Costs budgeting is currently one of the great failures of the Jackson reforms, despite the ever hopeful views expressed by some members of the judiciary.  Many explanations can be given but the comments made by Mr Justice Stuart-Smith in his keynote speech at the Costs Law Reports Conference 2016 are revealing:

“the expectation of Jackson LJ and the senior judiciary was that most costs budgets would be agreed, not least because of an appreciation by the other party of the expertise that has gone into its preparation”

If this is true, it was a bizarrely optimistic and naïve view to hold.

Where to begin?

  • Schedules of special damages are no doubt prepared with considerable expertise, but in an adversarial system who would possibly expect a claimant’s schedule to be agreed by a defendant simply because of the expertise that went into its preparation?
  • Costs budgets rarely give the name of the person responsible for drafting the same. On what basis does an opponent therefore have to believe that any given costs budget has actually been prepared with any degree of expertise?  I routinely receive CVs from recruitment agencies stating a costs draftsman with under 2 years’ experience is “experienced” at drafting costs budgets.  What opponent would accept the accuracy of such a budget?
  • Practitioners know that a court will rarely allow more than an agreed/approved budget. If a party believes they may be the receiving party, they will therefore wish to ensure their budget will be at least as great as the level of costs that they are likely to incur.  Budgets are therefore routinely prepared on the basis of a worst case scenario with the resultant figure then being doubled to be on the safe side.  This may be a budget that has been prepared with “expertise” but in unlikely to be the basis for something that will be agreed.
  • Let us take adopt a generous approach and assume that the majority of litigation is conducted with a degree of “expertise” and, at the end of a case, any Bill of Costs is also prepared with expertise.
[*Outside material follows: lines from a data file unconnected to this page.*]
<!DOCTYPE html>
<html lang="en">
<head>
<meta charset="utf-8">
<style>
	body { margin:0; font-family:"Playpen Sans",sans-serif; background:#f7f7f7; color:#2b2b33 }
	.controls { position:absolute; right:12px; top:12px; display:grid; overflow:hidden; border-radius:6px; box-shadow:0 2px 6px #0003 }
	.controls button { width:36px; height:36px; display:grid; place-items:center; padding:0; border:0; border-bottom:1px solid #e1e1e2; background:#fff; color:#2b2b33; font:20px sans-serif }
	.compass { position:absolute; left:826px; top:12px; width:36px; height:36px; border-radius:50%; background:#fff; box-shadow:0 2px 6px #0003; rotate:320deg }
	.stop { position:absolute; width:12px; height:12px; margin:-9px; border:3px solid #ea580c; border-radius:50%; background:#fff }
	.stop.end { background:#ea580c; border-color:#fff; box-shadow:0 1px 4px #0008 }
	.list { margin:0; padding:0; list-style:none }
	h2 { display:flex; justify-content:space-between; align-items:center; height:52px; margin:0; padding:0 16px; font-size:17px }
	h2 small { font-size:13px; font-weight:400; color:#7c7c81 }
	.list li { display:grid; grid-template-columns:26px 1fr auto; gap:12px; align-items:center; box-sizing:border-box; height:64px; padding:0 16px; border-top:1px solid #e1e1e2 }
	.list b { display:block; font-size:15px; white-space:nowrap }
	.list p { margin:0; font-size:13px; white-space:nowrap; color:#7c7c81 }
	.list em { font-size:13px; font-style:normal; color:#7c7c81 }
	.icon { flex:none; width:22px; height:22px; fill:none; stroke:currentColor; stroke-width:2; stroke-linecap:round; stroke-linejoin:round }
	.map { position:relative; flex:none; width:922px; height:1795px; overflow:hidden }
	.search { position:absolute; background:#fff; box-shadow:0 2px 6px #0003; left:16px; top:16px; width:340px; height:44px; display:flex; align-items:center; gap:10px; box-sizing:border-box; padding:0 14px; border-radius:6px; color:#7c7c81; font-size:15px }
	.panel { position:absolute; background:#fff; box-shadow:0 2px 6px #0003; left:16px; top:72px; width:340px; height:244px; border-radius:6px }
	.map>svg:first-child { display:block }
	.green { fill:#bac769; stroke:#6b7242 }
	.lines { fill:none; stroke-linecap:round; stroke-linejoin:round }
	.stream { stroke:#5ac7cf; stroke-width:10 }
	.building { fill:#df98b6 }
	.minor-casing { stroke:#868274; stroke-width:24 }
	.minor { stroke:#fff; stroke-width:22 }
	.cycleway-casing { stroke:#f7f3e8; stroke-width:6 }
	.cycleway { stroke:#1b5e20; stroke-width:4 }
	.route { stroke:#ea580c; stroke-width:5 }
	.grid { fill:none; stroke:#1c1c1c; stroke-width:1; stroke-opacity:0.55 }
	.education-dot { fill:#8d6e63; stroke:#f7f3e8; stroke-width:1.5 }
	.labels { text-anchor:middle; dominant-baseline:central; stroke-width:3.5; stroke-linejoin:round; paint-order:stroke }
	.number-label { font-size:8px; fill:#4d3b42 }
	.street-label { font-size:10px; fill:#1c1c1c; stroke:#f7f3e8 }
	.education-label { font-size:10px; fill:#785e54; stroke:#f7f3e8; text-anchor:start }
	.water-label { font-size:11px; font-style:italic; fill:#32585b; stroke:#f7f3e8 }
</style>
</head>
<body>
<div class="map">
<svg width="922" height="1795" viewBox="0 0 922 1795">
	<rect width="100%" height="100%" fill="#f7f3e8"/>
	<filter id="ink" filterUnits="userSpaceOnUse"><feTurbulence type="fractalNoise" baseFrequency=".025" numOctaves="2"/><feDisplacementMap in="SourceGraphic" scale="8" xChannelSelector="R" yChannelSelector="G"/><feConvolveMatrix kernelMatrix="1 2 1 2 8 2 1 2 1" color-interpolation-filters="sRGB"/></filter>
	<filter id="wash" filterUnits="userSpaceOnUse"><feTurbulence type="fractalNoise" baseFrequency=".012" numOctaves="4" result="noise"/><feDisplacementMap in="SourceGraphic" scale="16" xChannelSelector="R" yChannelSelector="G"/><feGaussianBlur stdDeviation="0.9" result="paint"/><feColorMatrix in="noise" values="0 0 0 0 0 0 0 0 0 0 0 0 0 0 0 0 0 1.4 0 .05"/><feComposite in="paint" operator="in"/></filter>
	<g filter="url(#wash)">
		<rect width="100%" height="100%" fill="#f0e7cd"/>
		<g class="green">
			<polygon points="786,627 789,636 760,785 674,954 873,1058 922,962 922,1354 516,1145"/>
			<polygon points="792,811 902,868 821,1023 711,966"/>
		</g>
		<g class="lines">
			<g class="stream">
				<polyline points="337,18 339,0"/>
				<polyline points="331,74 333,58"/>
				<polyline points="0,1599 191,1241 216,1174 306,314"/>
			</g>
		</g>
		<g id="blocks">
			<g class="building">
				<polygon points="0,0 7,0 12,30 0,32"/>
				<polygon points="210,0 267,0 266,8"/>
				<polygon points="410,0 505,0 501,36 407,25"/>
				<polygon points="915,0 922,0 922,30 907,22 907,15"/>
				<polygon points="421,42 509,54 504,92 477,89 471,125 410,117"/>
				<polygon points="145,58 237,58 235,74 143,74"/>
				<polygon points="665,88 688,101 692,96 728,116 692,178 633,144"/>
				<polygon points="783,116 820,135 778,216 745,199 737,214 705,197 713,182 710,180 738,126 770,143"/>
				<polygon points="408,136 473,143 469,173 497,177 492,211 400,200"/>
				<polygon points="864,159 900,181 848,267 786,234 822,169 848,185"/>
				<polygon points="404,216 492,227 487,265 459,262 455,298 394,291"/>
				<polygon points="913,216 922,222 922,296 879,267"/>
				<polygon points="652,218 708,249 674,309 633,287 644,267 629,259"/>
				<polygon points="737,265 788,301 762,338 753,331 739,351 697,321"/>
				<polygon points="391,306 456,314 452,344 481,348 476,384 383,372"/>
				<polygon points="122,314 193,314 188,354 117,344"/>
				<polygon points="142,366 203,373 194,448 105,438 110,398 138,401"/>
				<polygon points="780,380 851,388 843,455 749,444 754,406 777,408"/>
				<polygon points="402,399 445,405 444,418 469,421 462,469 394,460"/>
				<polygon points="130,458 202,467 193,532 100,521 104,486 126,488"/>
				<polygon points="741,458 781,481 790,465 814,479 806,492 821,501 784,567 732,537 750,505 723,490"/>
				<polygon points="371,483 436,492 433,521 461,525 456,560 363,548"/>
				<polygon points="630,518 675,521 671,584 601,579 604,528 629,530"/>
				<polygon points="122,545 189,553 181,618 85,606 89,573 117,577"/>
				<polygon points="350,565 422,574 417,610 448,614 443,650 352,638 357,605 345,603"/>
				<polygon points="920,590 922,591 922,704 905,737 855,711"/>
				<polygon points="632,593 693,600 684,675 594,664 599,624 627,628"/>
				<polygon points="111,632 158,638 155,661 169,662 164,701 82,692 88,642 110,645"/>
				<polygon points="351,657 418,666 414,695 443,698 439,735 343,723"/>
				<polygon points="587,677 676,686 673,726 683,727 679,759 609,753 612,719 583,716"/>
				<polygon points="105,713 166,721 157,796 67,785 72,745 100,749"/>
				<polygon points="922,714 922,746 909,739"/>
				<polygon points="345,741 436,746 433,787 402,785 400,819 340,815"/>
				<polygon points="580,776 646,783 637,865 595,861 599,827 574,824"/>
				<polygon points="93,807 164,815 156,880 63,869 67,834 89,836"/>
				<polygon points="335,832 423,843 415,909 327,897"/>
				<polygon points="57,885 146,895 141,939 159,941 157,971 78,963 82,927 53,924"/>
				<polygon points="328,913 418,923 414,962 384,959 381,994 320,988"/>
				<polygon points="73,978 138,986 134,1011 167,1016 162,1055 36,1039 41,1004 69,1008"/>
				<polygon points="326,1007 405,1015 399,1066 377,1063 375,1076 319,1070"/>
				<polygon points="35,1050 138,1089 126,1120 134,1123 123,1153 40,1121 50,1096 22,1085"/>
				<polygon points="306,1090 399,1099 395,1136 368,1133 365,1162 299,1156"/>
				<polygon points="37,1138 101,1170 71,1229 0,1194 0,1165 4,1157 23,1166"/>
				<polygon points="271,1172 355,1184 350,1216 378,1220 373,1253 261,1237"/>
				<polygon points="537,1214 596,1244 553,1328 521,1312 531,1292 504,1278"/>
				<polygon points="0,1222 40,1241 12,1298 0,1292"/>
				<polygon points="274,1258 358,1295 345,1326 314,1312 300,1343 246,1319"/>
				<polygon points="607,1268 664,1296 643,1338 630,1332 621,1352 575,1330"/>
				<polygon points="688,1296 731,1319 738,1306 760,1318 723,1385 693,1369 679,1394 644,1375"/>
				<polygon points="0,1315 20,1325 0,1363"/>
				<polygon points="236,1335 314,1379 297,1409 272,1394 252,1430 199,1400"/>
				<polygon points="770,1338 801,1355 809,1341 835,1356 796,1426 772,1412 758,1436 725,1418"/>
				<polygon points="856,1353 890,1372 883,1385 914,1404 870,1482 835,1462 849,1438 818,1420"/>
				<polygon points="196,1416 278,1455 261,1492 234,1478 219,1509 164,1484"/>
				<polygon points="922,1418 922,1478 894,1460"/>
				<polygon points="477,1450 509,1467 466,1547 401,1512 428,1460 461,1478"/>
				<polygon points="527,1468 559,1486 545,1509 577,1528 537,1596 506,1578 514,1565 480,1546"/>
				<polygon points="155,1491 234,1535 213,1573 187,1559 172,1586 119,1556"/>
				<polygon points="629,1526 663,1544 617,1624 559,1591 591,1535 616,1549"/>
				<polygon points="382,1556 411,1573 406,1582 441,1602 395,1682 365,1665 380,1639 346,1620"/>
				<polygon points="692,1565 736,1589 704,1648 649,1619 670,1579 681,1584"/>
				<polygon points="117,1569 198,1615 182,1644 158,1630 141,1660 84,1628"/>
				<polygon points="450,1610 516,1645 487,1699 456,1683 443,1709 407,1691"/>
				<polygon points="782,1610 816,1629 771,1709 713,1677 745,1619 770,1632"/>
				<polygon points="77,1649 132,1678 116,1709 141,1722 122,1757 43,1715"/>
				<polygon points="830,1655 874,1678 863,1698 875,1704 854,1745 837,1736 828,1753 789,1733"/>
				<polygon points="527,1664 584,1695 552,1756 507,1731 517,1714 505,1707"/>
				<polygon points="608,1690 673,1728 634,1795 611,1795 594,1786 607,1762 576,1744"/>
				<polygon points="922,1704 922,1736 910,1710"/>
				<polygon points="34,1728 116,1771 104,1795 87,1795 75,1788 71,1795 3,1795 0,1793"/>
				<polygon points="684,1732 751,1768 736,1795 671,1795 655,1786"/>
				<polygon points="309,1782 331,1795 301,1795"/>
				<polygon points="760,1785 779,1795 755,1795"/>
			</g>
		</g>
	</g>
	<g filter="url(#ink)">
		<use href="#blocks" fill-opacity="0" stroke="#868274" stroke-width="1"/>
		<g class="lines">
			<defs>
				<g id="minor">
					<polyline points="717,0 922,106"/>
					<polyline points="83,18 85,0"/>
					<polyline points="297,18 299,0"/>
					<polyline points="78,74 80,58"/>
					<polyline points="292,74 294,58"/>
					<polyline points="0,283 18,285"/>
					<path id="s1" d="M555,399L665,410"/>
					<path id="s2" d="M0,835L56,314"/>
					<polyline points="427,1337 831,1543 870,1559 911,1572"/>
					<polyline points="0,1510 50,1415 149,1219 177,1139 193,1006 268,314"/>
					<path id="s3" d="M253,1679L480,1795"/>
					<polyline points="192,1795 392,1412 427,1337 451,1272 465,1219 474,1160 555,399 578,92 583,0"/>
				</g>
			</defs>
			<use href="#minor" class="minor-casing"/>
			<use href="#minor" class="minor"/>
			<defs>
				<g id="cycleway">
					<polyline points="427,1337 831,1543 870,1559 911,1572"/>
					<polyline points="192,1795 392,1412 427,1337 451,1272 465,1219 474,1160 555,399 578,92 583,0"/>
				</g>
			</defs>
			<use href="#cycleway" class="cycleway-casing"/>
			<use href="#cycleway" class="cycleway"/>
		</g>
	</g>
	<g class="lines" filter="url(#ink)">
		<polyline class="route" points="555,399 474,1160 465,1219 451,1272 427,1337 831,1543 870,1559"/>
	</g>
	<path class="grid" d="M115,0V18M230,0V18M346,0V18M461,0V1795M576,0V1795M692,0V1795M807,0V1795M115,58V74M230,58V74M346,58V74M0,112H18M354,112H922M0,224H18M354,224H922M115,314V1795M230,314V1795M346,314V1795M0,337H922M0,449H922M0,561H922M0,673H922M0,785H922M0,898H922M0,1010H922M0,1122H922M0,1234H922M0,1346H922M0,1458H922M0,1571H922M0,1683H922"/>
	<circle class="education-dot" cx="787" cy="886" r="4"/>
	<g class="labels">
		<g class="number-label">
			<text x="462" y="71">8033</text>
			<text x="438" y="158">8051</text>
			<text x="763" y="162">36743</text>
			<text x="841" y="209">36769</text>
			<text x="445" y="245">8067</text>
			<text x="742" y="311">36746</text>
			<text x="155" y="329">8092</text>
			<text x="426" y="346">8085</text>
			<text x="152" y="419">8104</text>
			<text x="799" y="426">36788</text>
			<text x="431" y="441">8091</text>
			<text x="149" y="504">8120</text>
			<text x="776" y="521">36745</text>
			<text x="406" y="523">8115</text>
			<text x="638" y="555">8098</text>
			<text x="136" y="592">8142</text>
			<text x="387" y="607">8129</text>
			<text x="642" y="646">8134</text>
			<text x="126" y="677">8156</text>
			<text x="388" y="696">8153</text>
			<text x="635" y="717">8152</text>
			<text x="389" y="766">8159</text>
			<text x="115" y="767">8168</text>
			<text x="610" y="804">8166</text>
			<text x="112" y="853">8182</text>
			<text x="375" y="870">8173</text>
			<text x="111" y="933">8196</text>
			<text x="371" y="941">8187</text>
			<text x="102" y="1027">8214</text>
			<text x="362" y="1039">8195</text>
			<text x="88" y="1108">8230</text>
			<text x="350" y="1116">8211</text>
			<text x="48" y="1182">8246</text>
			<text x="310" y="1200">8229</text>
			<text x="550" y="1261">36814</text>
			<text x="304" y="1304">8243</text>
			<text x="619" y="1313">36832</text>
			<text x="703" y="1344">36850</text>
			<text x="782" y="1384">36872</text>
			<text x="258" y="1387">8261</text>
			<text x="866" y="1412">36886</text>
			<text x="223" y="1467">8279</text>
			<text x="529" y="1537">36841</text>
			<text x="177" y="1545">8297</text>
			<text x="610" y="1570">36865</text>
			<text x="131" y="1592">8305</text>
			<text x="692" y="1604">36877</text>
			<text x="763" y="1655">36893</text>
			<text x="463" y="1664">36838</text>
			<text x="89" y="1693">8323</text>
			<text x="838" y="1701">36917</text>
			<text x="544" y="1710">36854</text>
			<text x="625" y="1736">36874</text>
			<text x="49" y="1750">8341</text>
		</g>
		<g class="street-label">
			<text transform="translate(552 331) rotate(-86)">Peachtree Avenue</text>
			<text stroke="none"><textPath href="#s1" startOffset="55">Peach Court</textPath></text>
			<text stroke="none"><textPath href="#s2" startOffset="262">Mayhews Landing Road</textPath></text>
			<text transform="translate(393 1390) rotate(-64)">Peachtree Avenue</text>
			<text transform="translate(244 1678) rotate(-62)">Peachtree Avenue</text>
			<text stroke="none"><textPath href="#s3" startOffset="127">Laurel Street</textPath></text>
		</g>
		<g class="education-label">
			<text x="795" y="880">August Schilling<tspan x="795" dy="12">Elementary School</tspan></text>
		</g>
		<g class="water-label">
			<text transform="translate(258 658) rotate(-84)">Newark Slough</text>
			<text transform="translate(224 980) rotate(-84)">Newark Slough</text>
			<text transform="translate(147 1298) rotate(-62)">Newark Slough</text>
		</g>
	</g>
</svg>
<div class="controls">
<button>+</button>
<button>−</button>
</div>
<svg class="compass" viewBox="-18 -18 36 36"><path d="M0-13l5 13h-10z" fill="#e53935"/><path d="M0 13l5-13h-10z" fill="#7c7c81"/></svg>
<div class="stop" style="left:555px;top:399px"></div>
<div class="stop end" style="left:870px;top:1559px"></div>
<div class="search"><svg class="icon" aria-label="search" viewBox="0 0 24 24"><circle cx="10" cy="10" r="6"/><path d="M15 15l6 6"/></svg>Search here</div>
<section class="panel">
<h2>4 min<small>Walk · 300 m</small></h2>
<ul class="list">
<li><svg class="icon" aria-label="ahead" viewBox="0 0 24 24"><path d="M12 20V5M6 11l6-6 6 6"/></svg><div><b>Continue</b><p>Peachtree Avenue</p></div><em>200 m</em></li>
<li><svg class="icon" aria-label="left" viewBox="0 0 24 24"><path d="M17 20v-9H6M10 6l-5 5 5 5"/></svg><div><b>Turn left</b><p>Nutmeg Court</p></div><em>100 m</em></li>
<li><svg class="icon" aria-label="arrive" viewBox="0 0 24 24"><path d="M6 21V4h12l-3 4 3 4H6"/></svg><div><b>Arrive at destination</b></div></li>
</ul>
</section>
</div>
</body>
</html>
Why trouble with costs budgeting and detailed assessment at all?  Surely the costs claimed will be reasonable simply by virtue of the expertise brought to the case.

You couldn’t make it up.

    1 Comment

  1. And there it is in a nutshell, the receiving party will therefore ensure that their budget is at least as great as the level of costs they are likely to incur. Nothing more needs to be said on the matter.